Wasserhärte in Meiningen – weiches Wasser aus dem größten Trinkwasserspeicher Südthüringens

Über ein mehr als 200 Kilometer langes Rohrleitungsnetz versorgen die Stadtwerke Meiningen ihre Kunden mit Trinkwasser aus der Talsperre Schönbrunn. Da es sich um mineralienarmes Oberflächenwasser handelt, ist die Wasserhärte in Meiningen gering. Das erste städtische Wasserwerk in Meiningen wurde 1890 errichtet. Ab 1922 war die damals neu gegründete Meininger Licht- und Kraftwerke GmbH für den Betrieb der Anlage verantwortlich. Im Jahr 1936 wurde das Unternehmen in Städtische Technische Werke umbenannt. 1940 erhielt es den Namen Stadtwerke Meiningen. 1949, nach Gründung der DDR, wurden die Stadtwerke aufgelöst und ihre Bereiche auf verschiedene volkseigene Energiekombinate aufgeteilt. Einen Neuanfang gab es im Jahr 1991. Die in jenem Jahr neu gegründete Stadtwerke Meiningen GmbH übernahm ab 1992 zunächst die Fernwärmeversorgung und ab 1993 auch die Trinkwasserversorgung.

Bestens aufbereitetes Talsperrenwasser für Meiningen

Die Stadtwerke beziehen das gesamte Trinkwasser für Meiningen von der Fernwasserversorgung Thüringen. Diese gewinnt das Wasser in der Talsperre Schönbrunn, dem größten Reservoir für die Trinkwasserversorgung Südthüringens. Die Stauanlage befindet sich in der thüringischen Gemeinde Schleusengrund auf einer Höhe von 550 Metern über Normalnull. Entnommen wird das Rohwasser über einen Zweikammer-Nassturm mit acht auf unterschiedliche Höhen verteilten Einläufen. Anschließend gelangt es zur Aufbereitung in die zugehörige Trinkwasseraufbereitungsanlage, bevor es an die angeschlossenen Versorgungsgebiete weitergeleitet wird.

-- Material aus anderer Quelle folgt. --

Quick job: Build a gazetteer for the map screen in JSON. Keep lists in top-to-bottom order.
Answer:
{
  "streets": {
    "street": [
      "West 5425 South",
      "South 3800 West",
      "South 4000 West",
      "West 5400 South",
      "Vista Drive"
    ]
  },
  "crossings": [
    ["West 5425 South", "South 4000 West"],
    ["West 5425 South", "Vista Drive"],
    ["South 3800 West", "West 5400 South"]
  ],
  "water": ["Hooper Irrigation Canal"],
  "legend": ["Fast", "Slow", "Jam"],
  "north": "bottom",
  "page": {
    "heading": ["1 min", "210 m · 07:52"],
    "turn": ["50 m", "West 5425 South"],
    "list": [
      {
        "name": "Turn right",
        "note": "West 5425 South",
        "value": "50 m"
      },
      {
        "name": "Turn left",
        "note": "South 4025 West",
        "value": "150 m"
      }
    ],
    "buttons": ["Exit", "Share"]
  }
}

Wie das Wasser zu den Verbrauchern kommt

Eine Fernleitung von der Talsperre Schönbrunn bis nach Dreißigacker ermöglicht eine direkte Wasserversorgung für Meiningen. An die Leitung angeschlossen sind verschiedene Speicheranlagen wie der 40 Meter hohe Wasserturm in Dreißigacker oder die Hochbehälter in der Utendorfer Straße und auf der Donopskuppe. Die direkte Verbindung zur Talsperre in Kombination mit den hohen Speicherkapazitäten von maximal 12.500 Kubikmetern Wasser gewährleistet eine stetige Versorgung mit Leitungswasser in Meiningen.

Studie belegt hohe Trinkwasserqualität

Regelmäßige Analysen des Meininger Trinkwassers stellen sicher, dass dieses jederzeit den gesetzlichen Anforderungen entspricht. Alle Parameter liegen weit unterhalb der vorgegebenen Grenzwerte. Das gilt auch für den Nitratwert, der mit nur 3,50 Milligramm pro Liter erfreulich niedrig ist. Damit kann das Wasser bedenkenlos getrunken und auch zur Zubereitung von Babynahrung genutzt werden. Eine deutschlandweite Studie der Stiftung Warentest aus dem Juni 2019 belegt ebenfalls die hohe Wasserqualität in Meiningen.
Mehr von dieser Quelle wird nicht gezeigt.